10. En statuant ainsi, alors que, dans le dispositif de ses conclusions d'appel, M. I... demandait la réformation du jugement entrepris en ce qu'il avait, notamment, prononcé contre lui une interdiction de gérer d'une durée de cinq ans après avoir expliqué, dans le corps de ces mêmes conclusions, en quoi il n'avait pas commis les faits qui lui étaient reprochés aussi bien à l'appui de la demande de contribution à l'insuffisance d'actif que de celle tendant au prononcé de l'interdiction de gérer, la cour d'appel, qui a méconnu l'objet du litige, a violé le texte susvisé.

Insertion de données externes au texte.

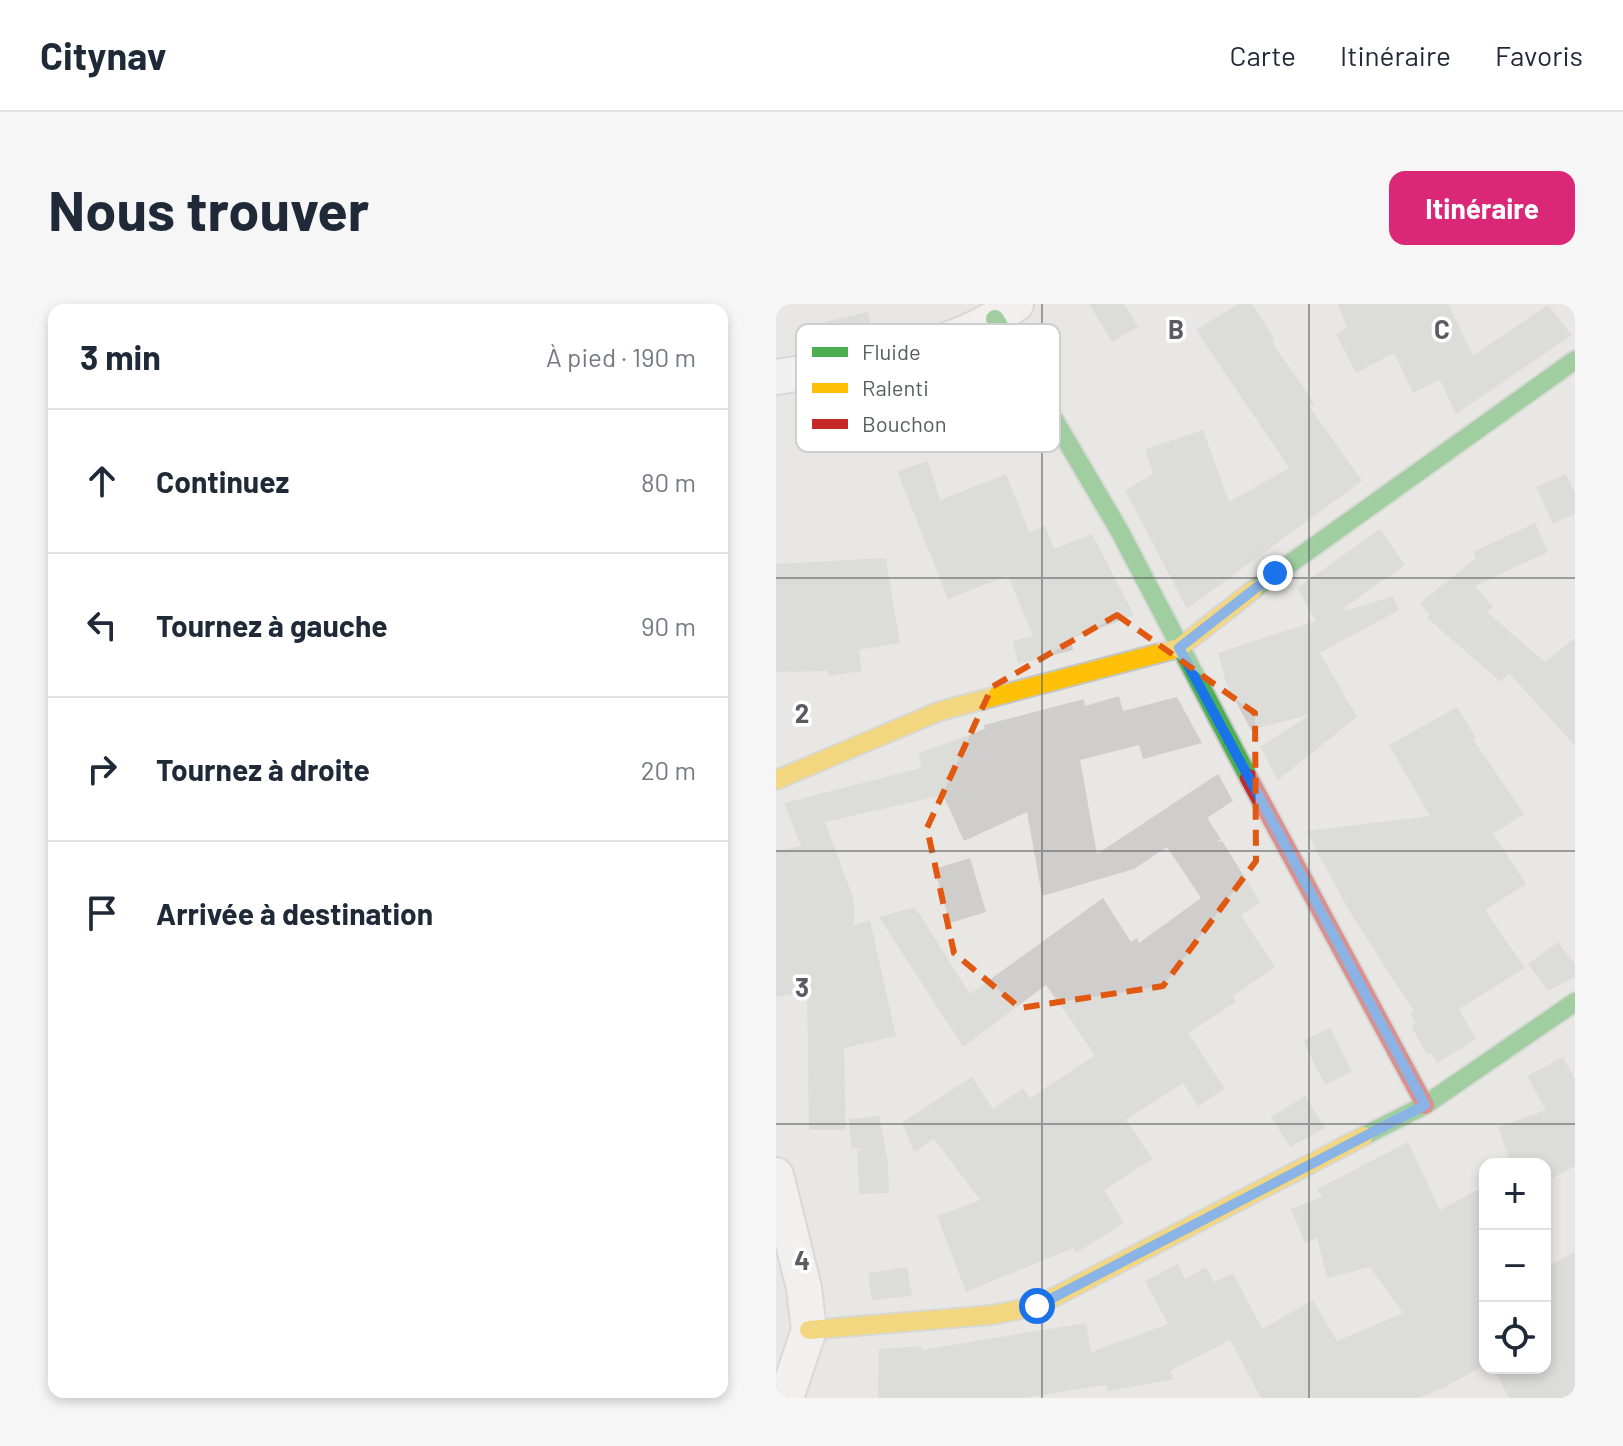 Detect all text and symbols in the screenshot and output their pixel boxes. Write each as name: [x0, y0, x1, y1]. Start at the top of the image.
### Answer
text: Citynav: [40, 32, 166, 78]
text: Carte: [1230, 38, 1296, 72]
text: Itinéraire: [1340, 38, 1451, 72]
text: Favoris: [1495, 38, 1583, 72]
button: Itinéraire: [1389, 171, 1575, 245]
text: Nous trouver: [48, 175, 369, 242]
text: B: [1168, 313, 1184, 344]
text: C: [1434, 313, 1450, 344]
legend: [796, 324, 1060, 452]
text: 3 min: [80, 336, 161, 377]
text: Fluide: [862, 338, 921, 364]
text: À pied · 190 m: [546, 341, 696, 372]
text: Ralenti: [862, 374, 929, 400]
text: Bouchon: [862, 410, 947, 436]
icon: ahead: [80, 459, 124, 503]
text: Continuez: [156, 463, 289, 499]
text: 80 m: [641, 466, 696, 497]
route end: [1257, 555, 1293, 591]
icon: left: [80, 603, 124, 647]
text: Tournez à gauche: [156, 607, 388, 643]
text: 90 m: [641, 610, 696, 641]
text: 2: [795, 697, 809, 728]
icon: right: [80, 747, 124, 791]
text: Tournez à droite: [156, 751, 370, 787]
text: 20 m: [641, 754, 696, 785]
icon: arrive: [80, 891, 124, 935]
text: Arrivée à destination: [156, 895, 433, 931]
text: 3: [795, 971, 809, 1002]
map controls: [1479, 1158, 1551, 1374]
button: +: [1479, 1158, 1551, 1230]
button: −: [1479, 1230, 1551, 1302]
text: 4: [794, 1244, 810, 1275]
route start: [1019, 1288, 1055, 1324]
button: locate: [1479, 1302, 1551, 1374]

PAR CES MOTIFS, et sans qu'il y ait lieu de statuer sur les autres branches du deuxième moyen, la Cour :

CASSE ET ANNULE, mais seulement en ce que, confirmant le jugement, il prononce contre M. I... une interdiction de gérer pendant une durée de cinq ans et le condamne au titre de la contribution à l'insuffisance d'actif de payer la somme de 150 000 euros à la société [...] en qualité de liquidateur de la société SN Recup Nord en ce qu'il le condamne solidairement à payer à la société [...], ès qualités, la somme de 5 000 euros en application de l'article 700 du code de procédure civile, l'arrêt rendu le 12 avril 2018, entre les parties, par la cour d'appel de Paris ;

Remet, sur ces points, l'affaire et les parties dans l'état où elles se trouvaient avant cet arrêt et les renvoie devant la cour d'appel de Paris autrement composée ;

Condamne la société [...], ès qualités, aux dépens ;

En application de l'article 700 du code de procédure civile, rejette les demandes ;

Dit que sur les diligences du procureur général près la Cour de cassation, le présent arrêt sera transmis pour être transcrit en marge ou à la suite de l'arrêt partiellement cassé ;

Ainsi fait et jugé par la Cour de cassation, chambre commerciale, financière et économique, et prononcé par le président en son audience publique du dix-sept juin deux mille vingt.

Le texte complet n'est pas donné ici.